Healthcare

Monday, July 28, 2008

Real-Time Temperature Monitoring

In an interesting demonstration of real-time monitoring, Apama participated in a recent study that was conducted by Radboud University as part of the Dutch "Four Days March".  The march is an annual event in which tens of thousands of participants walk daily distances of 30-50 KMs for four days in succession.  Unfortunately, past marches have had some unfortunate instances where participants have been overcome by heat - including a couple of deaths.

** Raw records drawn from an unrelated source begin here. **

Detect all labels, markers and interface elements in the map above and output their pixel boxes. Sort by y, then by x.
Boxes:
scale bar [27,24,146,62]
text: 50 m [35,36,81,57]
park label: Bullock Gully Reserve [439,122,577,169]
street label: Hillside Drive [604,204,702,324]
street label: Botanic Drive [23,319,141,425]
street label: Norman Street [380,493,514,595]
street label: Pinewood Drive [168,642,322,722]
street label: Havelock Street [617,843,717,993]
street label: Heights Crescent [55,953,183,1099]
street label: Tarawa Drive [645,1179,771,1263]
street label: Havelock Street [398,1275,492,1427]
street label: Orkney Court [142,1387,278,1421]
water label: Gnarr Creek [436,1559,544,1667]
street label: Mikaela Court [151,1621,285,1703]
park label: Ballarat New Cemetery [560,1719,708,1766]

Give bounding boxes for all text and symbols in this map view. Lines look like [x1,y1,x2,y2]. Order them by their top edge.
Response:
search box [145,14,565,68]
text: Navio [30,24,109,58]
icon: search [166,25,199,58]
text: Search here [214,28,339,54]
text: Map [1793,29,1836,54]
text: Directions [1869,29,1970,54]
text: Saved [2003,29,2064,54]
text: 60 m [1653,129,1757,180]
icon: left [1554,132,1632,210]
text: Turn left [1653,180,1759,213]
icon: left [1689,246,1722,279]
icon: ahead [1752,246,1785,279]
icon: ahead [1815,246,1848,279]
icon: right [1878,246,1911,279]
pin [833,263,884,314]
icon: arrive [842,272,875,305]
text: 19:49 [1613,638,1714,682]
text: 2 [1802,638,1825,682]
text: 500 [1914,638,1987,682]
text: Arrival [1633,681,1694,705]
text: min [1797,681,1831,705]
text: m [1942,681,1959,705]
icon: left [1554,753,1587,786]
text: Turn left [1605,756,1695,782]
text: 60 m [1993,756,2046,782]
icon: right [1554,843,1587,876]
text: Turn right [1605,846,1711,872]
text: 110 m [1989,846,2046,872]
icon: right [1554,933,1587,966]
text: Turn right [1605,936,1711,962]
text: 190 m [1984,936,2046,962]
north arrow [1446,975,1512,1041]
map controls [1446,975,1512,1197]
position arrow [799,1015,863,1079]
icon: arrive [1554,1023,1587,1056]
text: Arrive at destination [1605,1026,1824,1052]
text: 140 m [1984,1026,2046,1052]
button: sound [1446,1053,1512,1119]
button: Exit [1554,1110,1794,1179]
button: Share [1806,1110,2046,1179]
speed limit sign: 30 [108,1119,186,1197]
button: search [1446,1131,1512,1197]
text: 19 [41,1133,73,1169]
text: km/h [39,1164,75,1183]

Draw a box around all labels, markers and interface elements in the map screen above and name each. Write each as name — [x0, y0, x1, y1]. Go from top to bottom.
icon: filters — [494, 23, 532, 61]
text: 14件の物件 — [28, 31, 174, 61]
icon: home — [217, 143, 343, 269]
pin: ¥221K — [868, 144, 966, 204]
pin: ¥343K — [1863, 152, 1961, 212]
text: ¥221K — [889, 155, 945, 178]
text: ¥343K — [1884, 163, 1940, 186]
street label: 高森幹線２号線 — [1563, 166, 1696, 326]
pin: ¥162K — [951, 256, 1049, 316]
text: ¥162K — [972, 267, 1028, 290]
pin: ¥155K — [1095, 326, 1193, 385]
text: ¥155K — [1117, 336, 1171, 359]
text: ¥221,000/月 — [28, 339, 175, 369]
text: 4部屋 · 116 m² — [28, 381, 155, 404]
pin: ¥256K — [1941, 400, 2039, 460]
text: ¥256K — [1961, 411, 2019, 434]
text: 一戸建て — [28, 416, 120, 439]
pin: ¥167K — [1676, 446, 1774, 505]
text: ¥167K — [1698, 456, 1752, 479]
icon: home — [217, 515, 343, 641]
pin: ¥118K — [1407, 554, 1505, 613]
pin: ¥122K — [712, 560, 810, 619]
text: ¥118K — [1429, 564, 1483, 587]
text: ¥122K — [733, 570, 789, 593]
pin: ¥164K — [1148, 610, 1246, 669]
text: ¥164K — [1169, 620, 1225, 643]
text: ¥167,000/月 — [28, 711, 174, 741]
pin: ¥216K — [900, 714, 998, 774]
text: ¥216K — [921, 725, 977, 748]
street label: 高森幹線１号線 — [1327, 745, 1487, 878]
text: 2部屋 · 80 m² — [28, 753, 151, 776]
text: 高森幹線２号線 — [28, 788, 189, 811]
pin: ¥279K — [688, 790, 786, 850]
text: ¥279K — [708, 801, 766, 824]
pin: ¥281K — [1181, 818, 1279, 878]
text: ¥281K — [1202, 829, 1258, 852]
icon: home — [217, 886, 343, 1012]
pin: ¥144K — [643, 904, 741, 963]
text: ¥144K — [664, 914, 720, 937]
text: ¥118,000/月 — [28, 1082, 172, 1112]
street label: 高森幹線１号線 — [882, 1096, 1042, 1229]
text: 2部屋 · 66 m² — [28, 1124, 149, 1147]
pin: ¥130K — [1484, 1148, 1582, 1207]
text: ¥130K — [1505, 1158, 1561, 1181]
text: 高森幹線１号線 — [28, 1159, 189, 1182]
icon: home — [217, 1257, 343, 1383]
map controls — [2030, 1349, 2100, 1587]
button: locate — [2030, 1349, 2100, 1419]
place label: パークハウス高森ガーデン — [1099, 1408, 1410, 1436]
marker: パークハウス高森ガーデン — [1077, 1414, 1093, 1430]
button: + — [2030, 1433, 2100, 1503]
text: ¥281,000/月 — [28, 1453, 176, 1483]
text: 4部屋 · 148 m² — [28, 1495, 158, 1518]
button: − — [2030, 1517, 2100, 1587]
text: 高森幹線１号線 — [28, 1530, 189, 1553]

In a pilot study this year, volunteers took a pill embedded with an RFID chip and thermometer, which sent signals every 10 seconds to a Bluetooth-enabled GPS phone.  The phone in turn sent the information to an implementation of Apama, which correlated the information about the volunteer, their temperature and their location, all plotted on an implementation of Google Maps. Leveraging the capabilities of Apama, monitors could track the progress of volunteers and identify those volunteers whose temperatures exceeded certain thresholds.  And with the ability to correlate that information with the GPS data, they could tell where those volunteers were on the route, thus delivering a CEP-driven infrastructure for real-time monitoring and, if needed, a pre-emptive reaction to help somebody who might shortly be in distress.

In the image below, one can see the purple "pins", illustrating where on the route the volunteers are.

4_days_map_ui_2


Sunday, March 11, 2007

Another CEP Use Case - Good for Coral8!

Coral8 has published information about an RFID use case in the healthcare industry in their article in RFID Journal about Patient Care Technology Systems and their use of Coral8.   Here's an excerpt about the system and the value complex event processing (CEP) plays in it:

Patient Care Technology Systems (PCTS) provide optimization solutions for improving the operating performance and quality of health-care organizations. The PCTS Amelior solution uses RFID and sensor networks to identify, track and correlate the movement of patients and assets, isolating any processing and utilization problems (see Harmon Hospital Implements RFID to Track Assets).

Originally, the Amelior system was built with a custom-coded event-correlation engine. As customer environments became more sophisticated, PCTS chose to replace the custom-coded infrastructure with off-the-shelf CEP software—specifically, the Coral8 Engine.

Congratulations to the Coral8 folks - John Morrell, the author of this article, and Mark Tsimelzon, the CTO of Coral8.  It's good news to see adoption in the RFID space, and even better to see that they have convinced their customer to be public about their use to help describe the value of CEP technology.